# Free Plant Clippings - Local PU Only



## CrownMan (Sep 12, 2005)

I am doing a big trim on my tanks and have several free clippings for local pickup. Some of the plants I have are :

Hygro Angustafolia
Bacopa Caroliniana
Alternathera R.
Ludwigia Repens Narrow Leaf
Ludwigia Repens Broad Leaf
Hair Grass - tiny amount, grows fast though
1 or 2 small crypts and maybe 1 tall wendtii
1 or 2 small stems of Ludwigia Cuba and Limnophila Aromatica

PM me if interested. I live in Southwest Arlington


----------



## JAXON777 (Jan 4, 2007)

Good to see ya back Mike! Hope all is going well for you. Great plants someone should jump on these.


----------



## CrownMan (Sep 12, 2005)

*Re: Free Plant Clippings - Local PU Only --ALL GONE*

ALL GONE

Thanks Jackson.

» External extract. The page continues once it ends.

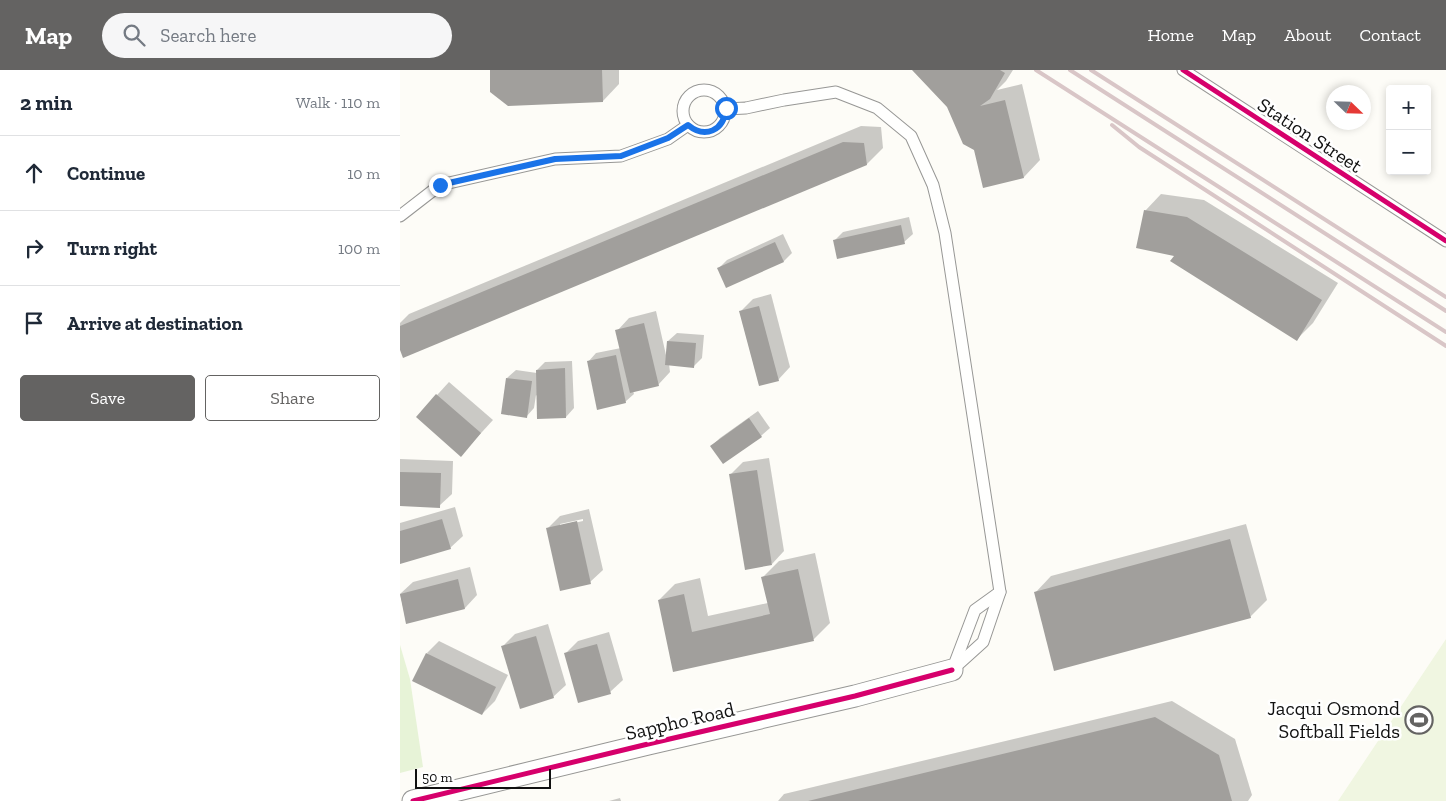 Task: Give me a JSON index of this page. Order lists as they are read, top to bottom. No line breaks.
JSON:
{"streets":{"street":["Sappho Road"],"lane":["Station Street"]},"places":{"sports":["Jacqui Osmond Softball Fields"]},"scale_bar":"50 m","north":"bottom right","page":{"header":"Map","search":"Search here","nav":["Home","Map","About","Contact"],"heading":["2 min","Walk · 110 m"],"map_buttons":["+","−"],"list":[["Continue","10 m"],["Turn right","100 m"],"Arrive at destination"],"buttons":["Save","Share"],"scale":"50 m"}} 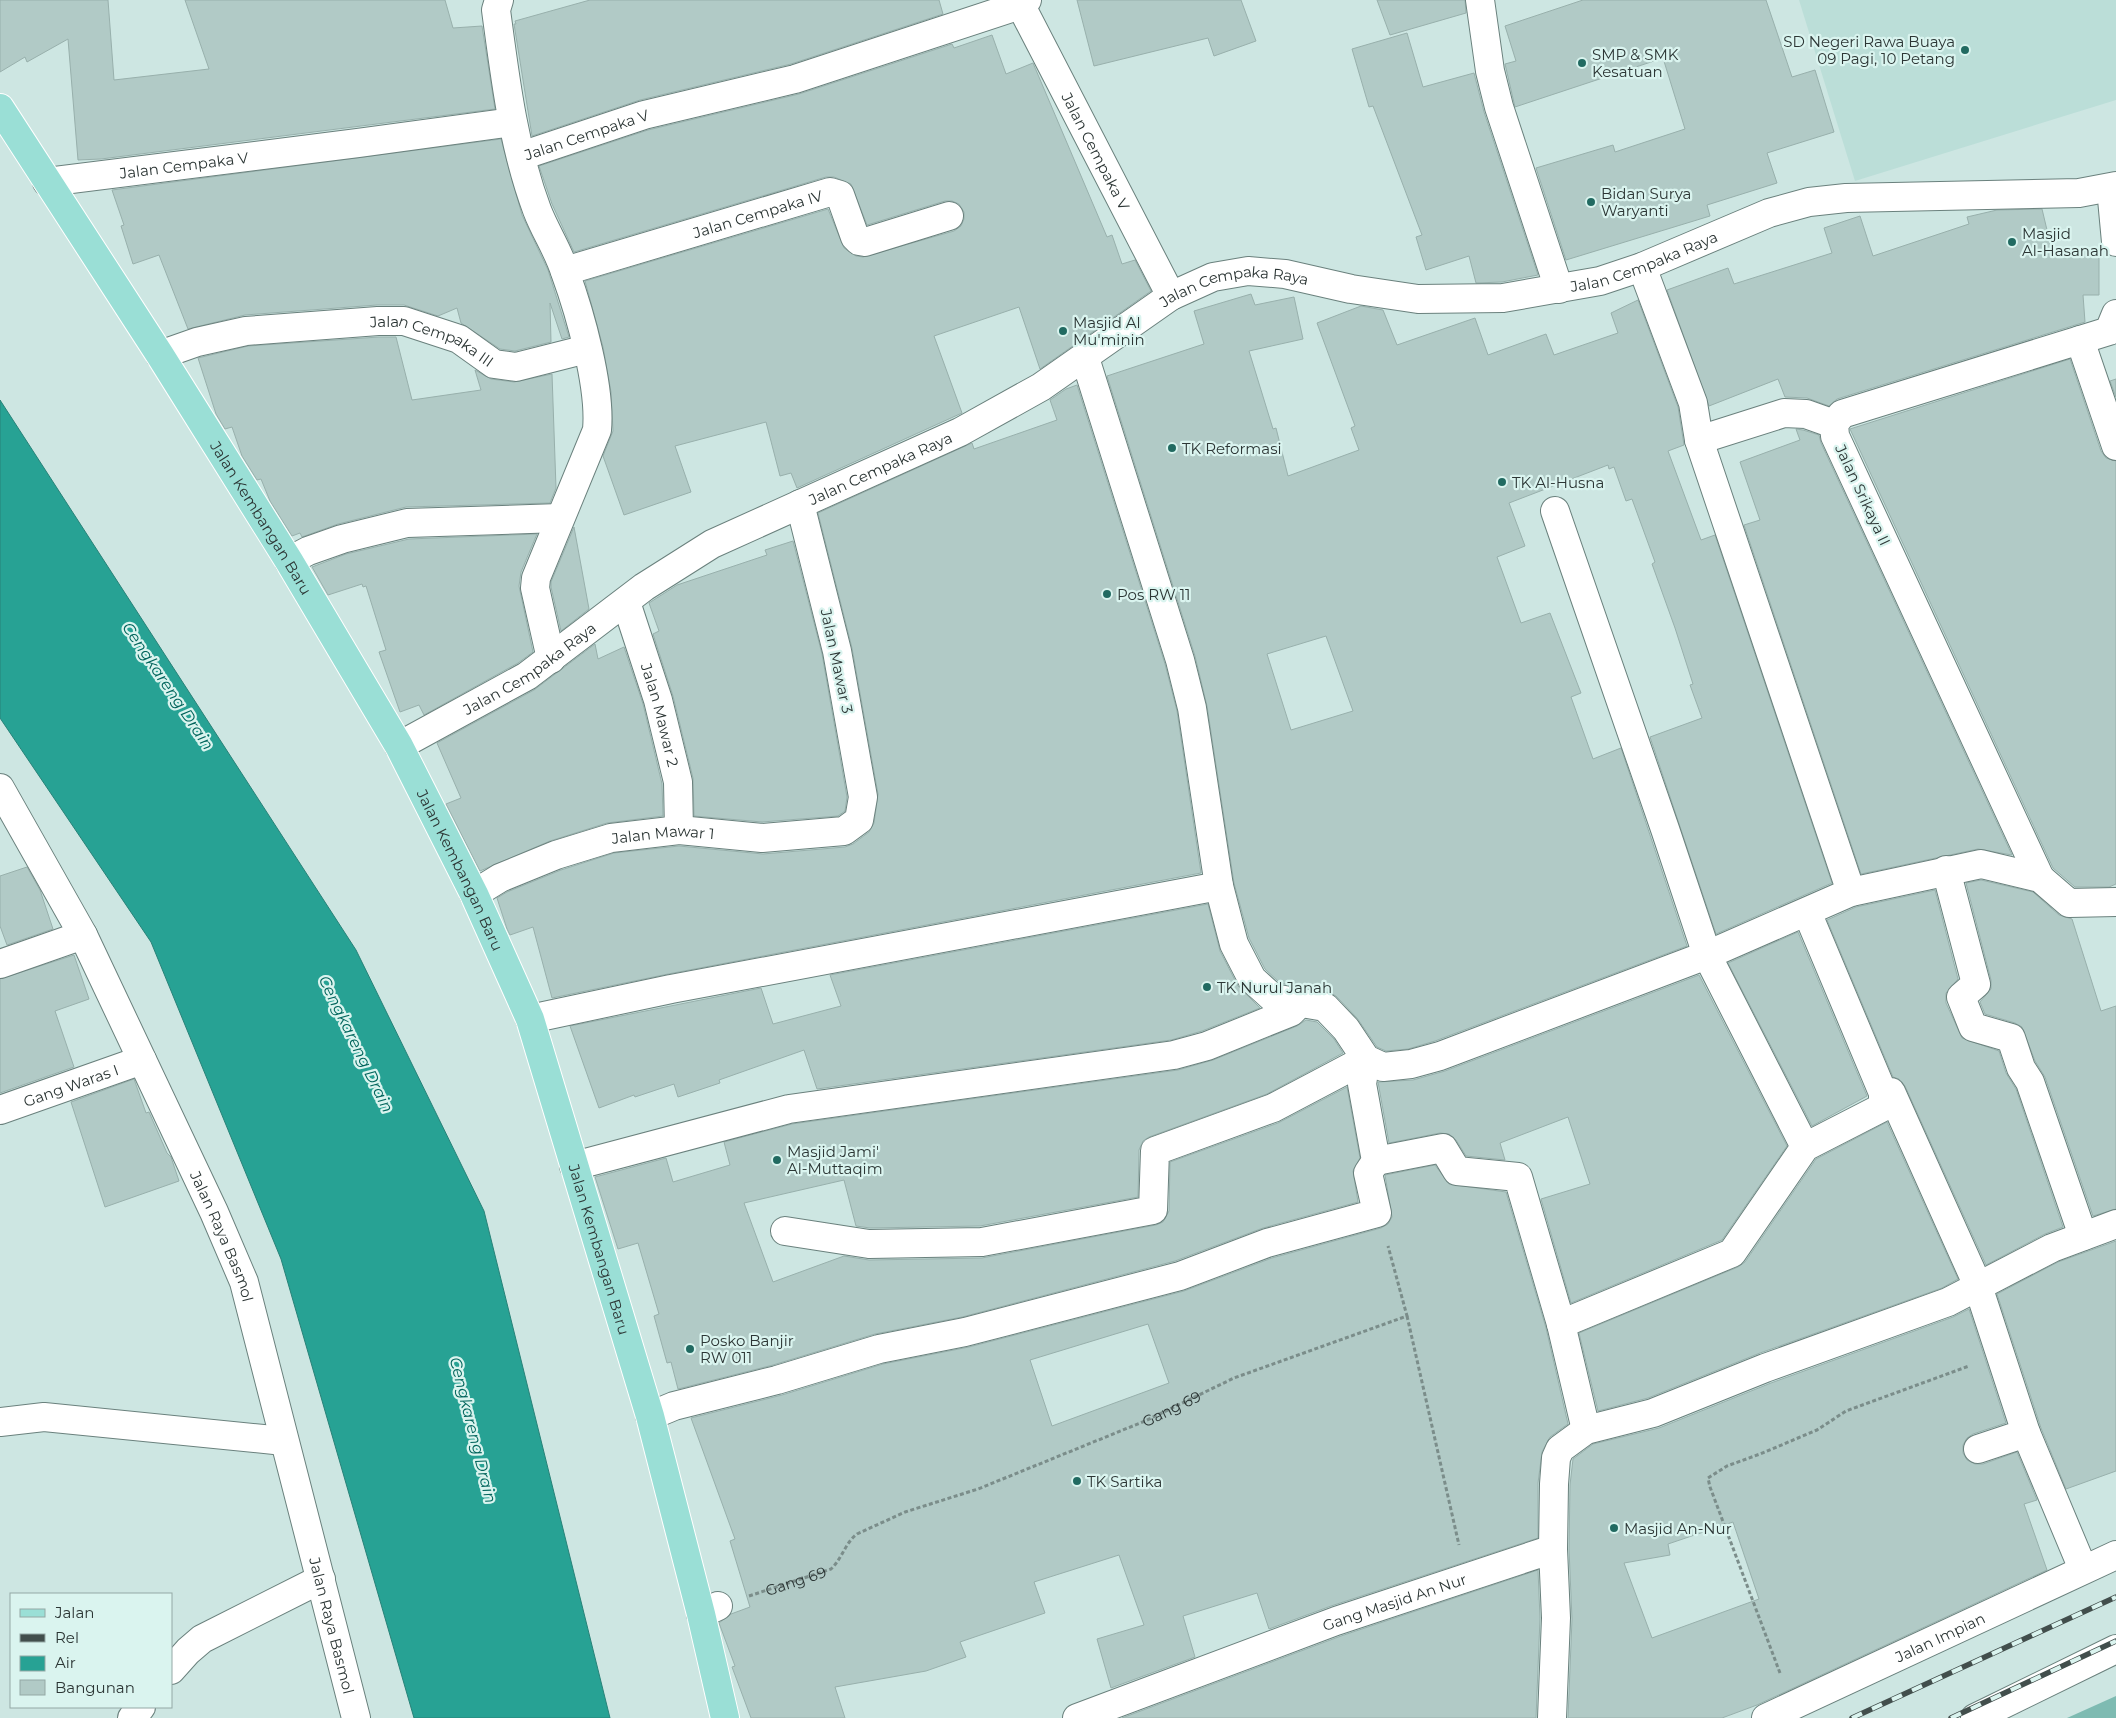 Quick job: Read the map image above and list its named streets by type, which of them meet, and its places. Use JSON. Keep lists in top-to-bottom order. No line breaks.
{"streets":{"main road":["Jalan Kembangan Baru"],"street":["Jalan Cempaka V","Jalan Cempaka IV","Jalan Cempaka Raya","Jalan Cempaka III","Jalan Srikaya II","Jalan Mawar 3","Jalan Mawar 2","Jalan Mawar 1","Gang Waras I","Jalan Raya Basmol","Gang Masjid An Nur","Jalan Impian"],"path":["Gang 69"]},"crossings":[["Jalan Cempaka V","Jalan Cempaka Raya"],["Jalan Cempaka V","Jalan Kembangan Baru"],["Jalan Cempaka Raya","Jalan Kembangan Baru"],["Jalan Cempaka Raya","Jalan Mawar 3"],["Jalan Cempaka Raya","Jalan Mawar 2"],["Jalan Cempaka III","Jalan Kembangan Baru"],["Jalan Kembangan Baru","Jalan Mawar 1"],["Jalan Kembangan Baru","Gang 69"],["Jalan Mawar 3","Jalan Mawar 1"],["Jalan Mawar 2","Jalan Mawar 1"],["Gang Waras I","Jalan Raya Basmol"]],"water":["Cengkareng Drain"],"places":["SD Negeri Rawa Buaya 09 Pagi, 10 Petang","SMP & SMK Kesatuan","Bidan Surya Waryanti","Masjid Al-Hasanah","Masjid Al Mu'minin","TK Reformasi","TK Al-Husna","Pos RW 11","TK Nurul Janah","Masjid Jami' Al-Muttaqim","Posko Banjir RW 011","TK Sartika","Masjid An-Nur"],"legend":["Jalan","Rel","Air","Bangunan"]} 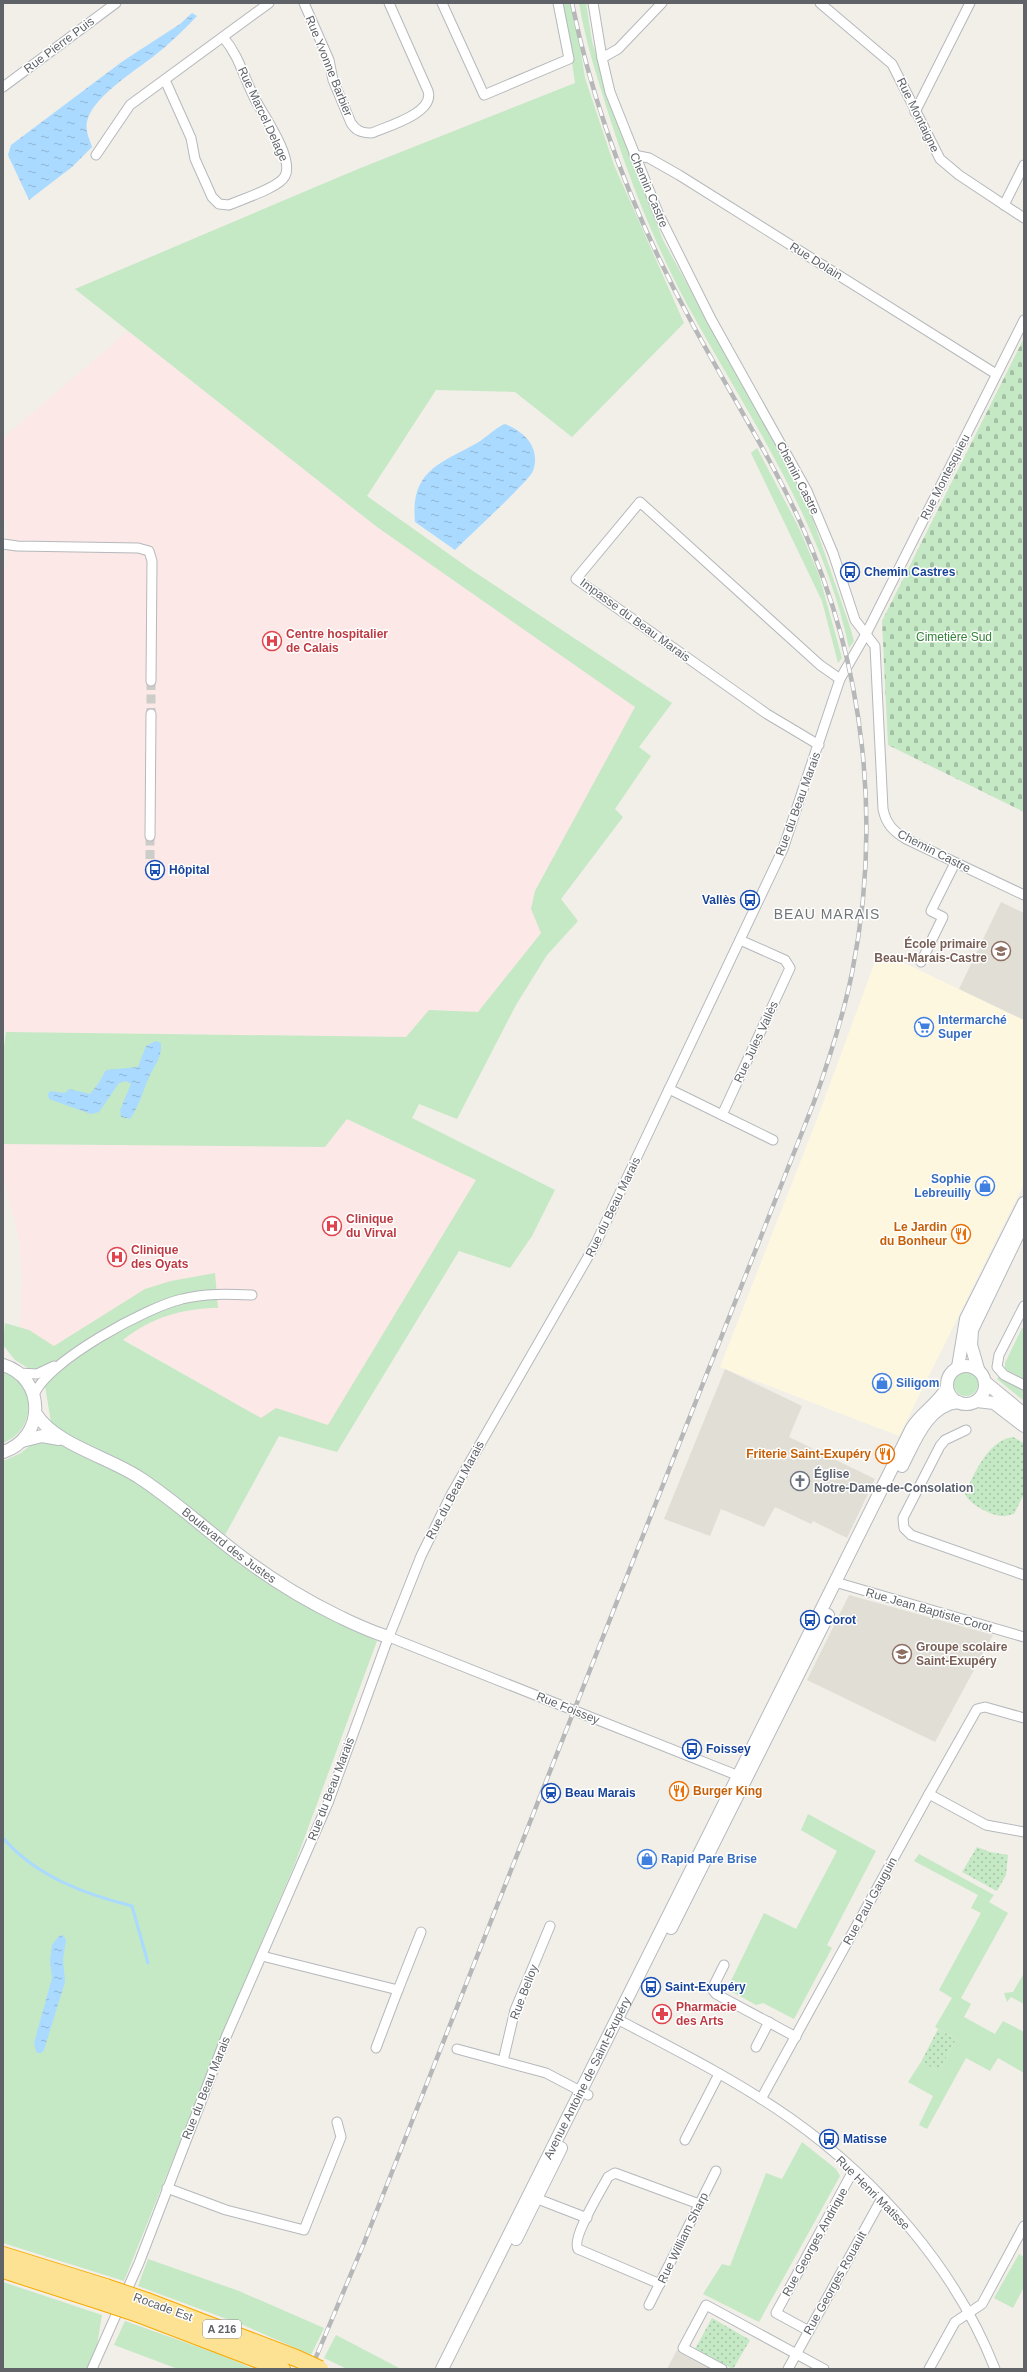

All is well. Been growing, bowling and golfing. Just started a new 40 Gallon Breeder non CO2 tank. Will post pics soon.


----------



## AquaCamp (May 31, 2010)

Thanks so much, I am working on arranging them in my new tank right now! We really appreciate the plants you gave us.

The 40 gallon breeder looks fantastic!

Ric


----------



## looaool (Jul 24, 2010)

Hi I am a new one live in UTA
I want to know do you have free things?
Thank you
my email is [email protected]


----------